■ YOUR OBJECTIVE
Search the records below for the word "lines" and show every line where it occurs.

■ EXTRACTED MATERIAL
────────────────
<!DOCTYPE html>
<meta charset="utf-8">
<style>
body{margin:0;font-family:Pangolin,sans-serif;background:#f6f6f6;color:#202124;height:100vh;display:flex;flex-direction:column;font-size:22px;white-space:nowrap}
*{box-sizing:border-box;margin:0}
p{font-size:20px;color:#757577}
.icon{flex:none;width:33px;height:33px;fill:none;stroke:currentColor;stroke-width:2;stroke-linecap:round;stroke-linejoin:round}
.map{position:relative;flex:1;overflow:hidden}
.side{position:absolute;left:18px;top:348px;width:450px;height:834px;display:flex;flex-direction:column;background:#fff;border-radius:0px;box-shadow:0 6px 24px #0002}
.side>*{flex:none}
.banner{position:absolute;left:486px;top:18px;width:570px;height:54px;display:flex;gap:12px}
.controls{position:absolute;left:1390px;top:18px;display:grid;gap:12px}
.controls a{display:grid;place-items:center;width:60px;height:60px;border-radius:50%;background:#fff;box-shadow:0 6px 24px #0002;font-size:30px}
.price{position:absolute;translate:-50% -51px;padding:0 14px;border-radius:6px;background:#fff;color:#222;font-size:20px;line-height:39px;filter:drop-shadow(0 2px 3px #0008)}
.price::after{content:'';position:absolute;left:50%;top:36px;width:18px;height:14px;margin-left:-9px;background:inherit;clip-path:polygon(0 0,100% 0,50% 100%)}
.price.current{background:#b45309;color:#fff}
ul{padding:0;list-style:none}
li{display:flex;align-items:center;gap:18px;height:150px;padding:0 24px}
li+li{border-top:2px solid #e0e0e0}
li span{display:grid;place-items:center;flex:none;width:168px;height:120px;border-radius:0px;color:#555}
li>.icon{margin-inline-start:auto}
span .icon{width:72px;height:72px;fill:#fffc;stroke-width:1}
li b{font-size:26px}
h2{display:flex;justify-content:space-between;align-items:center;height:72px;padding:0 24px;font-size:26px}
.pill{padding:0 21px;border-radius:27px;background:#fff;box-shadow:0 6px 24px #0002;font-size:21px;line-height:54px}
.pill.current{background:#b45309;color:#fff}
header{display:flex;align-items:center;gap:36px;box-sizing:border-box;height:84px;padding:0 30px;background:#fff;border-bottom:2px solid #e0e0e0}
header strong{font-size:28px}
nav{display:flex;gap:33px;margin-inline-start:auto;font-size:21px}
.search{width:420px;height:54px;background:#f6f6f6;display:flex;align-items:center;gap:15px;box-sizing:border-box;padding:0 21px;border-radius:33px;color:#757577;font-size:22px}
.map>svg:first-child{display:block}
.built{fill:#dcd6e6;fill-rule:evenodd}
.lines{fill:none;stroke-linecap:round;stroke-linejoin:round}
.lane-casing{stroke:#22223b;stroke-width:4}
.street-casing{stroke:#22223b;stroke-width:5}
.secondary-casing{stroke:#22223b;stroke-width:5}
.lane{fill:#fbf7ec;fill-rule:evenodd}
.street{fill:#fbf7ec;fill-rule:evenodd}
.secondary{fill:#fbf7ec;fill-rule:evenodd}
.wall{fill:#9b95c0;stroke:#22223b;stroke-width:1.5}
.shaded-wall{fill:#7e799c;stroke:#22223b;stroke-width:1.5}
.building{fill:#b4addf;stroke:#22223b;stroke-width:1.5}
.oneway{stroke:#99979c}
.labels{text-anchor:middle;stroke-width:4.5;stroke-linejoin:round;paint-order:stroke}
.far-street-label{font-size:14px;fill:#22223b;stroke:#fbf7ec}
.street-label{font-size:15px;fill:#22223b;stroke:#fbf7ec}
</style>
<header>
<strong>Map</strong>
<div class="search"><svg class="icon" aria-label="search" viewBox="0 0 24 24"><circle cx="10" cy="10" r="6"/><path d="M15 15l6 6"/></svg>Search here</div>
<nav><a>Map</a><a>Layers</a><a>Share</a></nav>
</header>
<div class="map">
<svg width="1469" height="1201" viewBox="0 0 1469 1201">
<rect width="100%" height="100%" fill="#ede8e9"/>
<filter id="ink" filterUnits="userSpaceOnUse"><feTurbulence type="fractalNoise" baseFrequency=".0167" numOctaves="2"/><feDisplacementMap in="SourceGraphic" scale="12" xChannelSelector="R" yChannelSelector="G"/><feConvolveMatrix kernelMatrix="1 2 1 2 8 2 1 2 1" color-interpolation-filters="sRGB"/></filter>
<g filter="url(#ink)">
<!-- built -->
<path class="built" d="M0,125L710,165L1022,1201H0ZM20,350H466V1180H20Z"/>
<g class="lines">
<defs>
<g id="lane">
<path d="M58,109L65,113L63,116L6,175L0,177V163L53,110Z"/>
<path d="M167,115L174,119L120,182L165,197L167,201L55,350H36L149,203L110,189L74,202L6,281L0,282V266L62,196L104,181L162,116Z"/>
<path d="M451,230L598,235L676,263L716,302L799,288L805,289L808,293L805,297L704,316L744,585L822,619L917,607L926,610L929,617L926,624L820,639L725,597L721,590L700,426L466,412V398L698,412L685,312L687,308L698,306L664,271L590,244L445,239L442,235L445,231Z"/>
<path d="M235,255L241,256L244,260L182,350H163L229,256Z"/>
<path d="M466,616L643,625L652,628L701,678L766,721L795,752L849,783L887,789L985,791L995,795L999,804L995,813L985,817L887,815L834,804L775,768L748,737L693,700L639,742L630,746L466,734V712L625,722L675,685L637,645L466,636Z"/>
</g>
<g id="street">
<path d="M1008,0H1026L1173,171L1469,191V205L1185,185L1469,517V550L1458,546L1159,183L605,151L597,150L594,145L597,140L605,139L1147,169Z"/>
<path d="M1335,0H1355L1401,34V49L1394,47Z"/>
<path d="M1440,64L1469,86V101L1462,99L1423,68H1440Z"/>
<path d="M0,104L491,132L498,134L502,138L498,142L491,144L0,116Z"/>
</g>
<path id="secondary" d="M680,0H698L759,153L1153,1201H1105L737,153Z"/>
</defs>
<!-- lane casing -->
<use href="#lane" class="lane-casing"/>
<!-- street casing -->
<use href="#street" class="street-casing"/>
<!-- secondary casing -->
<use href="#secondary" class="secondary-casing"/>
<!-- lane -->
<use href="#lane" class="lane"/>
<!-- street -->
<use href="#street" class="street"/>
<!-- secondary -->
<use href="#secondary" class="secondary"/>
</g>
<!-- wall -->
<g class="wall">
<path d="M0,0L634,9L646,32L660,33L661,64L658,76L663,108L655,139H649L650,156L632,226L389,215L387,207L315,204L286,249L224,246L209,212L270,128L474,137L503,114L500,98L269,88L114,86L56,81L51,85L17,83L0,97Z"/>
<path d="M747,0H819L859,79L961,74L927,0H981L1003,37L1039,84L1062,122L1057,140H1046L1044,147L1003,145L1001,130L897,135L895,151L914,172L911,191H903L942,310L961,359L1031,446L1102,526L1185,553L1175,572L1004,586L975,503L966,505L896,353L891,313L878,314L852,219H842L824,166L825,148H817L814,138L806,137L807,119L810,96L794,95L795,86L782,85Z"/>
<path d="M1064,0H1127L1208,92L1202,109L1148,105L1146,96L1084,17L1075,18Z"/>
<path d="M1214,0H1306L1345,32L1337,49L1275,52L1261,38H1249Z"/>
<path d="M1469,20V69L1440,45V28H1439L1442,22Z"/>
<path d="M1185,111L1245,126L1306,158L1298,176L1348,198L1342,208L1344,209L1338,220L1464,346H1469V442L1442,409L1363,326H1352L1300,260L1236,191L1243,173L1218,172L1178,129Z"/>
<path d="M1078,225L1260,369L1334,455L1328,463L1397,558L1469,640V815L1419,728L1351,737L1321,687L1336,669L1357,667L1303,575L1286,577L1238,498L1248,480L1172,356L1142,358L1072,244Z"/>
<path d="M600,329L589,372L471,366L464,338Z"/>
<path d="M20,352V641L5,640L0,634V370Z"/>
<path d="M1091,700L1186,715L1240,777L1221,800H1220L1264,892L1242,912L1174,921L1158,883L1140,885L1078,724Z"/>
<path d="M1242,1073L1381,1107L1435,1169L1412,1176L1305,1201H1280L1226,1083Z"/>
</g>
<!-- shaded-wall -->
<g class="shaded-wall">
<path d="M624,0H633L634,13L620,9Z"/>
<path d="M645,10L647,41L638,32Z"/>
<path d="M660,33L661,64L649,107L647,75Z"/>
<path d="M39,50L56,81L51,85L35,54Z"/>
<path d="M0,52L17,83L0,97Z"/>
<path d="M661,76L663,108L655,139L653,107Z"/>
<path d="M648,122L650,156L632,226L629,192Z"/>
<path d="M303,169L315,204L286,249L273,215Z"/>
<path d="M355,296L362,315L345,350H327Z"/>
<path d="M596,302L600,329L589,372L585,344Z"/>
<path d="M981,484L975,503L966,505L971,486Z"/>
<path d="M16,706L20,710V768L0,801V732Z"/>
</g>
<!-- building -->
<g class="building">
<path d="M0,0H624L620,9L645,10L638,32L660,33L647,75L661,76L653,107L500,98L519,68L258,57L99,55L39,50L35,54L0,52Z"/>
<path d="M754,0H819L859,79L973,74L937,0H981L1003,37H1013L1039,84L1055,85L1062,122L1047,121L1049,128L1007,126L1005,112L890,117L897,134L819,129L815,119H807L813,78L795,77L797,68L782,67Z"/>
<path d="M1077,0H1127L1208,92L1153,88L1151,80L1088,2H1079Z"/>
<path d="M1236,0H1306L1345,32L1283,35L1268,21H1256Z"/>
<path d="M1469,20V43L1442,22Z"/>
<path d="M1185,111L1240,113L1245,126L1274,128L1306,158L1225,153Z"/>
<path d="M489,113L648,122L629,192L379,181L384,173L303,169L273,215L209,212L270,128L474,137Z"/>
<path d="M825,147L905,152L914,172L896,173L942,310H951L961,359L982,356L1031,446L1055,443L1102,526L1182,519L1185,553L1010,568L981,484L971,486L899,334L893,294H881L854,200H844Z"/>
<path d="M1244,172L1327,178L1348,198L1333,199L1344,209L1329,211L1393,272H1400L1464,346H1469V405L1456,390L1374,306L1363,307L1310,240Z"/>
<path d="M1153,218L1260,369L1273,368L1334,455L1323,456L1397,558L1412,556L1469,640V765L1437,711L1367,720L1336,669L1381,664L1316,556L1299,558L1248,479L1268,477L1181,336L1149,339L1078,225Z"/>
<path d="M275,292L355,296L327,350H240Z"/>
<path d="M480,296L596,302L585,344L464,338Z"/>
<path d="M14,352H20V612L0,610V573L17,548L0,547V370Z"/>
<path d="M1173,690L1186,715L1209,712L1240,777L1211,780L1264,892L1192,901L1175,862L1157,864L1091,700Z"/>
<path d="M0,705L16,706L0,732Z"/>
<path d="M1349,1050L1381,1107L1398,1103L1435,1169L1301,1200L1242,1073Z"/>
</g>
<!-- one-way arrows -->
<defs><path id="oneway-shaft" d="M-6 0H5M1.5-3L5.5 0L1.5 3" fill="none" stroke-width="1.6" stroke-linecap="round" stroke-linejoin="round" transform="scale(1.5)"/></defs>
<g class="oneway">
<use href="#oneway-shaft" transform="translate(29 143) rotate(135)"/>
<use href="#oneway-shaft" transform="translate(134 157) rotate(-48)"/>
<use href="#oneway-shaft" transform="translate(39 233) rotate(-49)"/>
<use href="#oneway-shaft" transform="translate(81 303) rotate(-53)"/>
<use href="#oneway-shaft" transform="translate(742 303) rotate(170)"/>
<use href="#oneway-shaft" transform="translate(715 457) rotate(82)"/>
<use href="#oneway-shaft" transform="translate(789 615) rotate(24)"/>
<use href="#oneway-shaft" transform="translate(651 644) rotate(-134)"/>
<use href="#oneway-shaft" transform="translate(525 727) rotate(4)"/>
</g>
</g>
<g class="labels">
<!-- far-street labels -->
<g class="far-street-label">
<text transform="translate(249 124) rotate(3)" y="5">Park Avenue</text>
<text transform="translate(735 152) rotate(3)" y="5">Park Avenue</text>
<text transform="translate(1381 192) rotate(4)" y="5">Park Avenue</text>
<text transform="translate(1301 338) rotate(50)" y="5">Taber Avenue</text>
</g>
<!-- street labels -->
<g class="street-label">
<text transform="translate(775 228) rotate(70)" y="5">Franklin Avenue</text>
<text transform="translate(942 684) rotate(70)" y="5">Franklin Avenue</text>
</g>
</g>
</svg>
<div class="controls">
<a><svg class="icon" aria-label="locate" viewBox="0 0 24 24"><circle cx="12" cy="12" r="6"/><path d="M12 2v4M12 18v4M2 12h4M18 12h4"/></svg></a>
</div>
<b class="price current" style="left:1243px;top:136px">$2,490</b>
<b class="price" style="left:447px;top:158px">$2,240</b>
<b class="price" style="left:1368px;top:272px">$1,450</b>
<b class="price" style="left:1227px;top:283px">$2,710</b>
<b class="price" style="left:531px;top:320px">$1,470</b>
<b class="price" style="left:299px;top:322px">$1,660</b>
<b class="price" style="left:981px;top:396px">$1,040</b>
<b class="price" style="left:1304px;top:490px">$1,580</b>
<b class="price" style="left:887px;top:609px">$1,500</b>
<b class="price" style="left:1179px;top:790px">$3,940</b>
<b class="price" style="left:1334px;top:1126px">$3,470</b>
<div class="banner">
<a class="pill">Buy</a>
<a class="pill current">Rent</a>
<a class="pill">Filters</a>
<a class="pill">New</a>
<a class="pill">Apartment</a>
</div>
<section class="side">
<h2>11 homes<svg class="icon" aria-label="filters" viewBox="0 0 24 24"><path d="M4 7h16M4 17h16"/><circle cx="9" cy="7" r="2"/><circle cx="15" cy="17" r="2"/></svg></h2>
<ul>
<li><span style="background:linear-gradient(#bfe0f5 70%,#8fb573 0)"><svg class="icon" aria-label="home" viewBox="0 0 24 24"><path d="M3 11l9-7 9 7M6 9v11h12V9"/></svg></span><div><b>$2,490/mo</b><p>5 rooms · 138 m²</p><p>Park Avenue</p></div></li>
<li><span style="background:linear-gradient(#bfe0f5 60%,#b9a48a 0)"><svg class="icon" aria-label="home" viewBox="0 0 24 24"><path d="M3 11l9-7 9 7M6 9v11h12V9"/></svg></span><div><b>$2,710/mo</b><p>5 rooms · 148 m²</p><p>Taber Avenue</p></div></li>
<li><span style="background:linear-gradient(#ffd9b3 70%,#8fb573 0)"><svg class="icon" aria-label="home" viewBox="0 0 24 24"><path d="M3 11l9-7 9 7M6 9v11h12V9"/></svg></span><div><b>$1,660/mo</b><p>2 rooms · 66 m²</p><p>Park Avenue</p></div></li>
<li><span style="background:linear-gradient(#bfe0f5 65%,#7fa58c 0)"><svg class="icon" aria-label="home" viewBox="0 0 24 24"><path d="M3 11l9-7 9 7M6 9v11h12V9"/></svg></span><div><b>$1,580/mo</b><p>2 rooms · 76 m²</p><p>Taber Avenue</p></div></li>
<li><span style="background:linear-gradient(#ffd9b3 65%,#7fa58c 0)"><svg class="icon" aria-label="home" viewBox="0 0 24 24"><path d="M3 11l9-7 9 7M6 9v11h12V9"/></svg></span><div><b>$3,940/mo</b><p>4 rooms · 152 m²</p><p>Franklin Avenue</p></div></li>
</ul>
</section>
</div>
────────────────
■ TASK RESPONSE
.lines{fill:none;stroke-linecap:round;stroke-linejoin:round}
<g class="lines">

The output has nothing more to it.